Os últimos tempos têm sido felizes para os fãs do universo aos quadradinhos de Spirou e companhia. Primeiro soltou-se “A Fera”, álbum da dupla Zidrou e Frank Pé, no qual Marsupilami surgia longe de ter aquele ar fofinho e travesso a que nos habituámos durante décadas. Um livro servido num álbum de grande formato, em papel grosso num embrulho de capa dura, que oferecia uma verdadeira experiência visual e uma festa sensorial de arromba, como um esmerado cartão-de-visita ao espanto que é a banda desenhada franco-belga – e que, celebremos, terá continuação.

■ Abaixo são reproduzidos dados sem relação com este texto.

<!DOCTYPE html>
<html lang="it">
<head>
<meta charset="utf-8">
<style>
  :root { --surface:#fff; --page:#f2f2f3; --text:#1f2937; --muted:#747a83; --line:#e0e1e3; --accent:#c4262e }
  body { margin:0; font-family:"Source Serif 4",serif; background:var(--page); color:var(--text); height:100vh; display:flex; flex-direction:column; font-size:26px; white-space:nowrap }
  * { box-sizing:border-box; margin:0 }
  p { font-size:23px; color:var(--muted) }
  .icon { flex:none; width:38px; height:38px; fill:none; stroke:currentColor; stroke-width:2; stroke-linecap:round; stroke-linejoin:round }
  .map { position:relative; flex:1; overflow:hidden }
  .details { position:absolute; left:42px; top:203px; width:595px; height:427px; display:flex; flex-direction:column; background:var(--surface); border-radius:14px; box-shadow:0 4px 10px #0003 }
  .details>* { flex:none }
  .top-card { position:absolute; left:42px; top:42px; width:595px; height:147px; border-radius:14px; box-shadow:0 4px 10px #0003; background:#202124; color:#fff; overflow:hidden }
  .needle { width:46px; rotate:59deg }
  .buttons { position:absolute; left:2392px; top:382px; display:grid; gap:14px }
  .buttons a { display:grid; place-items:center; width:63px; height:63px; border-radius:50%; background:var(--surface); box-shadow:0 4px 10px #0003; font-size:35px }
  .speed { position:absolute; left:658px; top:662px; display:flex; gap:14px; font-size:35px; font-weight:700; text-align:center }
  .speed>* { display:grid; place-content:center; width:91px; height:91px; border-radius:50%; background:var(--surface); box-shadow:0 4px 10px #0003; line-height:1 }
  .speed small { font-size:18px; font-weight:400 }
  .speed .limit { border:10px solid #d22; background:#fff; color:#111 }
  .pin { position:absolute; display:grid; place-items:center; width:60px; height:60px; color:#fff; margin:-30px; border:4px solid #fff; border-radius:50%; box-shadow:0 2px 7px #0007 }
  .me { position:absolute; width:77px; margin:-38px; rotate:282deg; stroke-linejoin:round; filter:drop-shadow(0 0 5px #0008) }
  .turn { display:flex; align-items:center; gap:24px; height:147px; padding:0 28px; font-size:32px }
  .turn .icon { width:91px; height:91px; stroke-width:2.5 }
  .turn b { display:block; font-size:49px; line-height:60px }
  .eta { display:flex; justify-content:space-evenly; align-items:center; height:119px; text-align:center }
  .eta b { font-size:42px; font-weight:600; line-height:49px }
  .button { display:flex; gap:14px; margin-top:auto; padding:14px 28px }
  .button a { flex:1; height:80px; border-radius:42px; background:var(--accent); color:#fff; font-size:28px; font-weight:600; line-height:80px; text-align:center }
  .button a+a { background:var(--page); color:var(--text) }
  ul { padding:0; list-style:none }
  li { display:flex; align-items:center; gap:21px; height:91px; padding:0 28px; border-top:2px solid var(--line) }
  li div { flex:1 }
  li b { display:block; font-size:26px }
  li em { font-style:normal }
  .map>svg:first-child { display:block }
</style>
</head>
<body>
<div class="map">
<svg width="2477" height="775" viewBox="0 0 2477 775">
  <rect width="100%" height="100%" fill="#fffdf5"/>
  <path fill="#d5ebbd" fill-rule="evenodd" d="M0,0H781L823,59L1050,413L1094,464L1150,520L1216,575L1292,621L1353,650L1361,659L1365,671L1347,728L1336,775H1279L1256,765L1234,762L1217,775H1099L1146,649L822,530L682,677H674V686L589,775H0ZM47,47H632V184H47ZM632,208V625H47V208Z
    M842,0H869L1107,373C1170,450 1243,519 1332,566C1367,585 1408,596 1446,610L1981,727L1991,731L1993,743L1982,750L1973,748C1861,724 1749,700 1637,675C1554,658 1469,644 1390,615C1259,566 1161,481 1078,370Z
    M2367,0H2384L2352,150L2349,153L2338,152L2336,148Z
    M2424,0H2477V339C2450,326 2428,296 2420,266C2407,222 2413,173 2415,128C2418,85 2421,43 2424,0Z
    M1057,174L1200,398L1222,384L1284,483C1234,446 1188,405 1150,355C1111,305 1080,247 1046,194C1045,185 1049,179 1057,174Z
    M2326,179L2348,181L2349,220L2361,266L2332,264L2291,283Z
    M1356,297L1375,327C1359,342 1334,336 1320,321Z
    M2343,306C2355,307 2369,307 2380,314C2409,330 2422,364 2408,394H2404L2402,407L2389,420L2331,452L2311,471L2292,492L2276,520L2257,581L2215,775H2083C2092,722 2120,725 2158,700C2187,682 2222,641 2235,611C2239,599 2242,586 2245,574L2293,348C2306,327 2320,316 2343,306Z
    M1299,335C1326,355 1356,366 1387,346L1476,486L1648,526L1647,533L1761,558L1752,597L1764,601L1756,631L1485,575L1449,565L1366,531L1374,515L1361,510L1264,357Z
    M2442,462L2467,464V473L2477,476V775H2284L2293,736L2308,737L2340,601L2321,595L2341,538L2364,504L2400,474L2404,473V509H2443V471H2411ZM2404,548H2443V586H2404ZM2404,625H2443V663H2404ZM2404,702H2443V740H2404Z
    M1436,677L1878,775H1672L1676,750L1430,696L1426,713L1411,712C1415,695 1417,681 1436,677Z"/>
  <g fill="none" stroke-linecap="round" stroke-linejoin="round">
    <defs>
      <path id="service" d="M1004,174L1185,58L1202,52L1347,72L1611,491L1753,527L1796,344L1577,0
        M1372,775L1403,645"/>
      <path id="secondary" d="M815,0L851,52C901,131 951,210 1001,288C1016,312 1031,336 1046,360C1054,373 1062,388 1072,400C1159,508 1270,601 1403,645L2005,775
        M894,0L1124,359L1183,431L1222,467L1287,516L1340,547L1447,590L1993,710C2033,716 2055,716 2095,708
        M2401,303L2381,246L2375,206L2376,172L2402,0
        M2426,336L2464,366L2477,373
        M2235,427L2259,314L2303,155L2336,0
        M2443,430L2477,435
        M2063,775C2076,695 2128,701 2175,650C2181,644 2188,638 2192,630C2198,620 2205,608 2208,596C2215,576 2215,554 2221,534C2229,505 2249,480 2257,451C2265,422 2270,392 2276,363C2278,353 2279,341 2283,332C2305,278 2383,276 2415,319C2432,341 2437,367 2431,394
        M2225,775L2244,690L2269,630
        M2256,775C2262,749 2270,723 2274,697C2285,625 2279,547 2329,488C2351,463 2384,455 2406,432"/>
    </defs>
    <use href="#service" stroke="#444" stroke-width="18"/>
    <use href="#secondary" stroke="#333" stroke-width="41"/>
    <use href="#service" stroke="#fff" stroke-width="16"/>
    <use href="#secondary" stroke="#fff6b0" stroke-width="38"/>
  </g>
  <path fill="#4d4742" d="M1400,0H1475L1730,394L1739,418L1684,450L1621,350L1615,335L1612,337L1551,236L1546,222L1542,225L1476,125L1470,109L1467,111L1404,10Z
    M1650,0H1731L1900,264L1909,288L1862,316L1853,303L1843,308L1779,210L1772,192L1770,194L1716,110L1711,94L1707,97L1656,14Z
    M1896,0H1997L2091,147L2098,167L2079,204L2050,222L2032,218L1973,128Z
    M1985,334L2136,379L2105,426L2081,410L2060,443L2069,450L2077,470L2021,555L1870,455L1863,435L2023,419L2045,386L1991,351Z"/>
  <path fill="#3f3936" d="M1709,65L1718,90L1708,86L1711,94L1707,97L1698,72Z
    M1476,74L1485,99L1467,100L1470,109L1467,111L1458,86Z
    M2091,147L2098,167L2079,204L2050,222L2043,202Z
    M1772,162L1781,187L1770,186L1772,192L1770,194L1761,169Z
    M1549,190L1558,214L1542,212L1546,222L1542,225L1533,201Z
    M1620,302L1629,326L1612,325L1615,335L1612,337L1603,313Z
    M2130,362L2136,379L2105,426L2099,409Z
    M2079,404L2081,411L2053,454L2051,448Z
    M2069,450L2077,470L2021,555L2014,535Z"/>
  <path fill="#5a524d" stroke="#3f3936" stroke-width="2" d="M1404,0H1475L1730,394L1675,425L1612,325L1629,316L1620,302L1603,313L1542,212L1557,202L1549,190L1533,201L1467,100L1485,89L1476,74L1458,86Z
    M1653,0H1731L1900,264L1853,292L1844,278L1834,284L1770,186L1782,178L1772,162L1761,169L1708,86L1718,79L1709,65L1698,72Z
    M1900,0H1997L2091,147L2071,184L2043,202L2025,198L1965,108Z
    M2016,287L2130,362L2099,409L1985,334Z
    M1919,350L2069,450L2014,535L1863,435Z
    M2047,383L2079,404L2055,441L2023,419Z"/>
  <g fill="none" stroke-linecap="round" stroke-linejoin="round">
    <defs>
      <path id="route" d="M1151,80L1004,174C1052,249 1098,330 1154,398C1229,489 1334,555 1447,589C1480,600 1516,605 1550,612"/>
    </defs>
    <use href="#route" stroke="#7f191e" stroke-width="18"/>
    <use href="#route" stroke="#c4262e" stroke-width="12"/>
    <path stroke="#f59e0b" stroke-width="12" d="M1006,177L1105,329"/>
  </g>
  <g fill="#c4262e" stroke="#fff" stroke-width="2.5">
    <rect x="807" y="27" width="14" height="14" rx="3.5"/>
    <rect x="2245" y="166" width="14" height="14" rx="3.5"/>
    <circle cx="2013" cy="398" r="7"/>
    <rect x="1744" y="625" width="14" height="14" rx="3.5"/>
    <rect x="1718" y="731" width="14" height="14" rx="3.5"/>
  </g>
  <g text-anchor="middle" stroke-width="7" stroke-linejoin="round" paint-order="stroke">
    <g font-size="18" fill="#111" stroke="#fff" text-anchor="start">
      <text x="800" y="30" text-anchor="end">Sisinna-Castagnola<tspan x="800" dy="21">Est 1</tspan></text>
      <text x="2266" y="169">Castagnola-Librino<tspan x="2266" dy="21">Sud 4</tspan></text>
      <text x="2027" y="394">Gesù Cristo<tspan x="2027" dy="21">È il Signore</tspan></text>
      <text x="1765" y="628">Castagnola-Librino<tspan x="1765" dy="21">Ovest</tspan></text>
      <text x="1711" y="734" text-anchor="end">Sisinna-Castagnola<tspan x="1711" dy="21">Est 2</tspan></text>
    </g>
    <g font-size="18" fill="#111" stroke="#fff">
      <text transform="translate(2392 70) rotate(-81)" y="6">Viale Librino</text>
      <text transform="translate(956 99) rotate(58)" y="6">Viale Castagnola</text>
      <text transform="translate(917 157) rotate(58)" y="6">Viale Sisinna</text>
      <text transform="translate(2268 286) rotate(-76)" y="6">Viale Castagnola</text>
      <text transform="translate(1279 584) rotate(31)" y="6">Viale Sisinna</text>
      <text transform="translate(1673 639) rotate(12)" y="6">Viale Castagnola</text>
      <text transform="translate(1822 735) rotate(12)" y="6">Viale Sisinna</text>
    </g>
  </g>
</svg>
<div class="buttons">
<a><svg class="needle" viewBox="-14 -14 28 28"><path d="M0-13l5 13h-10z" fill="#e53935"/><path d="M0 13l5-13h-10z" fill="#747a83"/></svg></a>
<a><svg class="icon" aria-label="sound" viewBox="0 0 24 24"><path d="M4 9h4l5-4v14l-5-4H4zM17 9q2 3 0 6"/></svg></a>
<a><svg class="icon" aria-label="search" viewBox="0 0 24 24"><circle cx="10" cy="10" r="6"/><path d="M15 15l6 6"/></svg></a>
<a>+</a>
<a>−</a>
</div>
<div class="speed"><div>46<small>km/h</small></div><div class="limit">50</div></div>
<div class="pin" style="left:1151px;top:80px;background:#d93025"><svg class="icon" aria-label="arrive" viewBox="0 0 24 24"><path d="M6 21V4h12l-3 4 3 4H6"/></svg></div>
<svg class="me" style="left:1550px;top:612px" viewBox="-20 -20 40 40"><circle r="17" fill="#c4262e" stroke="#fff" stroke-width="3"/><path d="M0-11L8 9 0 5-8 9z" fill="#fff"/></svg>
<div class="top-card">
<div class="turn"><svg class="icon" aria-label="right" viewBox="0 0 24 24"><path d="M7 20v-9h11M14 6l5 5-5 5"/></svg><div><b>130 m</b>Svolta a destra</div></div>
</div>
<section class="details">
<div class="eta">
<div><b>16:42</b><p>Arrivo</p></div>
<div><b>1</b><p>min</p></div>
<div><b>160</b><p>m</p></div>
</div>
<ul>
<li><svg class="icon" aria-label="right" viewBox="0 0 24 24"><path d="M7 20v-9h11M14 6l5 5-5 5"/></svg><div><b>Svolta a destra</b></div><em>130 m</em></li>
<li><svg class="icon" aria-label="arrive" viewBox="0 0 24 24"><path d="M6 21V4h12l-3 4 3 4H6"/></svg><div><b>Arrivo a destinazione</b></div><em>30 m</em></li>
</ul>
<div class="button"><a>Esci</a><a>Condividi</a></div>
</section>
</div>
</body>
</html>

A melhor das notícias chegou às livrarias nacionais este ano, com a publicação de “Spirou: Diário de um Ingénuo” (Asa, 2022). Mas, primeiro, um pouco de enquadramento. Em 2006, a editora Dupuis inaugurou uma série intitulada “Uma Aventura de Spirou e Fantásio por…”, a que outros decidiram chamar mais tarde de “O Spirou de…”. Nomes à parte, o objectivo era o de convidar alguns autores para criarem o seu Spirou, não seguindo necessariamente a cronologia oficial. “Os Gigantes Petrificados”, assinado por Yoann e Vehlmann, o primeiro álbum da série, foi publicado em Portugal em 2007 pela ASA, integrado numa colecção dedicada a Spirou lançada com o jornal Público. Desde então, nem mais um volume da série – que, por esta altura, conta já com 29 volumes e mais 4 livros paralelos publicados – tinha chegado às livrarias nacionais. Até agora.

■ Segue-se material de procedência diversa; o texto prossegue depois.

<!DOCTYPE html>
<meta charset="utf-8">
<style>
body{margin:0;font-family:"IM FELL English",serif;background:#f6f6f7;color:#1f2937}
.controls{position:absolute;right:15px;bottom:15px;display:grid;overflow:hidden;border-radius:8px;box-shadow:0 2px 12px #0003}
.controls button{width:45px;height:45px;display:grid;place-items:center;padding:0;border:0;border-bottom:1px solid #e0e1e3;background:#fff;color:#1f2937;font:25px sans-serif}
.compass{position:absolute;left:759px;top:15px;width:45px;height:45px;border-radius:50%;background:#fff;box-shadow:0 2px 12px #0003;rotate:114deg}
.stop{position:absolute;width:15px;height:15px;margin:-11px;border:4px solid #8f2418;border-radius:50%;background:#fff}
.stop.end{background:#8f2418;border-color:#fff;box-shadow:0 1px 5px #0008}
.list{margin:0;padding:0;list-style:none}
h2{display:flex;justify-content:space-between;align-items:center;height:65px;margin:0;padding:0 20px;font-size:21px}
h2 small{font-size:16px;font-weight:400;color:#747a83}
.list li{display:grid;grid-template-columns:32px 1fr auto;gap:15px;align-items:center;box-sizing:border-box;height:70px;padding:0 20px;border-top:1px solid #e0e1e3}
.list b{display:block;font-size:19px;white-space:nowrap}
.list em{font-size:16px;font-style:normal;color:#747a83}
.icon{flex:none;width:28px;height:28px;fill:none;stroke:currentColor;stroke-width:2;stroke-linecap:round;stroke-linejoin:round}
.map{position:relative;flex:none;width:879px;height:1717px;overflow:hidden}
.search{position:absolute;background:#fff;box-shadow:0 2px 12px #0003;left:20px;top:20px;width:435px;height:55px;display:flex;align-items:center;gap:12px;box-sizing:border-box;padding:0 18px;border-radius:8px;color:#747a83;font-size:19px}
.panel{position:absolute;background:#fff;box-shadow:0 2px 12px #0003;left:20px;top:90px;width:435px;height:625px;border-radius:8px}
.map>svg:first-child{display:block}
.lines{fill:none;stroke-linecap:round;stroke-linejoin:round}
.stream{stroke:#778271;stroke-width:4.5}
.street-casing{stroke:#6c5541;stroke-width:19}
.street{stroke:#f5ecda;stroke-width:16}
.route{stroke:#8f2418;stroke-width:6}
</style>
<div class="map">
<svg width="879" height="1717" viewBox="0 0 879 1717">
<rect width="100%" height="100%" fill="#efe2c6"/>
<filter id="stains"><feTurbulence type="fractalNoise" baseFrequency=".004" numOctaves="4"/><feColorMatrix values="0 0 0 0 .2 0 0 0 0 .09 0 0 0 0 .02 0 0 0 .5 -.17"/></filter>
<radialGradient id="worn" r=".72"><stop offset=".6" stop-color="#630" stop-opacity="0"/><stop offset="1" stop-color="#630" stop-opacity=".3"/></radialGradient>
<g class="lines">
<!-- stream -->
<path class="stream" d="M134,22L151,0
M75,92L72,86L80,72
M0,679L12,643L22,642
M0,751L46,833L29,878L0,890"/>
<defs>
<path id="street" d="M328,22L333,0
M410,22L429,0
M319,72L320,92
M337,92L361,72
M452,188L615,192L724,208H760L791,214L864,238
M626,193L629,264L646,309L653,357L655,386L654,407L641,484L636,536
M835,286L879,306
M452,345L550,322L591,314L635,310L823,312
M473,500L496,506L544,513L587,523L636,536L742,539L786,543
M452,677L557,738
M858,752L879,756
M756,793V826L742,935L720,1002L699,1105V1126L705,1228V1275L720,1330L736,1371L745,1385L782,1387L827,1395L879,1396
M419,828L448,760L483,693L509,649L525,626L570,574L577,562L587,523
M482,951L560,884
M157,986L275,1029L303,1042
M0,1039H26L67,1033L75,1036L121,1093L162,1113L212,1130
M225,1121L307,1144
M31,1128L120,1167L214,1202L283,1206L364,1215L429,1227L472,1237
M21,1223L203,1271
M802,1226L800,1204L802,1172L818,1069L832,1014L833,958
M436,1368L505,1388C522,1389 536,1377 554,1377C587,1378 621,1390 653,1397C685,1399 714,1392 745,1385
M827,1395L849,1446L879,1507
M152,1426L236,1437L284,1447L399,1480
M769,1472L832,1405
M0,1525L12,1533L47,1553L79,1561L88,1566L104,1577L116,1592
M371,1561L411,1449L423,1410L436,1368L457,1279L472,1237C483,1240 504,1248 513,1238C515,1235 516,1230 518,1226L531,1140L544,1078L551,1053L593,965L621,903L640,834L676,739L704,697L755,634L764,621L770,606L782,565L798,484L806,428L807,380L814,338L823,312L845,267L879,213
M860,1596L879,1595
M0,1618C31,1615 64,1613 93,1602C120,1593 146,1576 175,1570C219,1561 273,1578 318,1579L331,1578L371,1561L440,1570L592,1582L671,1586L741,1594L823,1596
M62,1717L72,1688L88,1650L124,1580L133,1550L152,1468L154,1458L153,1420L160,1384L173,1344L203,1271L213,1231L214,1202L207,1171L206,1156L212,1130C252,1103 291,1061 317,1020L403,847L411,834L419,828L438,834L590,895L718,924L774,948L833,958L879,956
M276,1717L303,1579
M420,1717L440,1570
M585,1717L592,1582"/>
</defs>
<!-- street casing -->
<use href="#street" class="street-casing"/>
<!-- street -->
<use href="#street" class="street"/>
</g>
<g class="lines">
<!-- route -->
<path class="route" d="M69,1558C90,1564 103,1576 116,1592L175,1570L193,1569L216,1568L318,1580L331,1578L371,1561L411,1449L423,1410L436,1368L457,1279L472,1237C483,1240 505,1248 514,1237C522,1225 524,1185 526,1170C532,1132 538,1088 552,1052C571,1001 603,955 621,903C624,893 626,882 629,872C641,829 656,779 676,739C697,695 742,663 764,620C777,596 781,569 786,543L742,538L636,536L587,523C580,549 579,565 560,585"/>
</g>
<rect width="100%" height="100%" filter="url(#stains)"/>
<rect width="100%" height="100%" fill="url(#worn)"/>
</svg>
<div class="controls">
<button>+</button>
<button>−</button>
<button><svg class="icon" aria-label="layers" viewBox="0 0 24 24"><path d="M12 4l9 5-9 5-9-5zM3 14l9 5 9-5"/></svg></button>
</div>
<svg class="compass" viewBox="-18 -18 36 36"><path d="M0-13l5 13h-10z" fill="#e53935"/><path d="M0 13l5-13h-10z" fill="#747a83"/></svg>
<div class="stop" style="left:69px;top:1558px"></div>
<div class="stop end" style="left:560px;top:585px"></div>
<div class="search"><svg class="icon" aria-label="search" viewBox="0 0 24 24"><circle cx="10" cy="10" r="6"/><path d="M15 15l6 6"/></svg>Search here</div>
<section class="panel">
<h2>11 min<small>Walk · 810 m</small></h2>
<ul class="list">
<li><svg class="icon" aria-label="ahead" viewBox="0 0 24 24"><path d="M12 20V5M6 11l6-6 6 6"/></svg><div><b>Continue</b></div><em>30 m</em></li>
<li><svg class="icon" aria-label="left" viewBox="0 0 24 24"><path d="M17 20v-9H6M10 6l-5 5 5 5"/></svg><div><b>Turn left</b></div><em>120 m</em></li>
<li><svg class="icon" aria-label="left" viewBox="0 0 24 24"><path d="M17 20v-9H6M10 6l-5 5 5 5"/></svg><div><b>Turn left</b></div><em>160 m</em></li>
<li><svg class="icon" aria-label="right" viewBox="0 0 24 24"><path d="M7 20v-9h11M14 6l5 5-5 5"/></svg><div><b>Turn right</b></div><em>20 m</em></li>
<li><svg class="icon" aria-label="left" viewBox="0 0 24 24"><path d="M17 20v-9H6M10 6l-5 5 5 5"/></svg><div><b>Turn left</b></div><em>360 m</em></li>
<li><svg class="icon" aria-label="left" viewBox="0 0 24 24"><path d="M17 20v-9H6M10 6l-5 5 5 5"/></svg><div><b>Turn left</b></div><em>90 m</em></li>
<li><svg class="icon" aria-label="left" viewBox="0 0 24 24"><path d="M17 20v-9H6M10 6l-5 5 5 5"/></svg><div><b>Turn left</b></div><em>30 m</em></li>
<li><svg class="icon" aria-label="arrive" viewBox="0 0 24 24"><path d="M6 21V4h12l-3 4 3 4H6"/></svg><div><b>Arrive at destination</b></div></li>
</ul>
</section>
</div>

Quinze anos depois, a Asa publica este “Diário de um Ingénuo”, que corresponde ao 4º volume da série. Após ter trabalhado neste álbum, Émile Bravo escreveu uma sub-série dividida em 4 partes (que correspondem aos volumes 13, 14, 18 e 19 da série belga, publicados entre 2018 e 2022), na qual a Asa tem também as mãos na massa. “A Esperança Nunca Morre…”, a primeira das quatro partes, está também disponível nas livrarias. Enquadramento feito, voltemos a este “Diário de um Ingénuo”.
A anteceder a história principal, Émile Bravo transporta-nos até ao ano de 1938 e ao Orfanato de São Pancrácio. Nesse lugar, um crucifixo caído, um stash de álcool e hóstias comidas como batatas fritas levam à expulsão de René. Antes de ser conduzido à prisão, o rapaz entrega o seu esquilo, de nome Spirou, a Jean-Baptiste, que tem um pouco mais de sorte e acaba por ir trabalhar como paquete no Moustic Hotel, onde irá envergar o seu clássico e imutável uniforme. Lugar onde, confrontado com um desagradável carregador e um nome duplicado, acabará por adoptar o nome de Spirou, decidindo rebaptizar o esquilo como Spip.
A história tem lugar na Bruxelas do ano de 1939. A guerra afecta a todos, até mesmo a pequenada, que não consegue jogar uma partida de futebol sem discutir sobre Estaline, comunas, fascismo ou outras coisas que ouvem em casa, isto antes de desatarem a atirar pedras de calçada uns aos outros. Caberá a Spirou o papel de apaziguador, mesmo correndo o risco de perder o emprego.
O hotel está cheio de celebridades, entre as quais uma diva da moda e um campeão de boxe, o que atrairá a atenção da imprensa, entre a qual se encontra Fantásio, um destrambelhado que mais parece um detective privado ou um mestre do disfarce. Fantásio que, para a concorrência, não passa de “um pseudojornalista especialista em bisbilhotices. O nosso palhaço de serviço”. Ainda assim, cabe a Fantásio a mais visionária das linhas deste primeiro volume: “Meu amigo, se nos tornarmos célebres, a tua farda fará de ti o mais ridículo dos heróis.”
Um livro com muito humor e um embalo histórico, que recua na linha temporal para nos contar – ou inventar – o passado de uma das grandes personagens da banda desenhada – e que, segundo a pequenada, tem grandes semelhanças com o Tintin.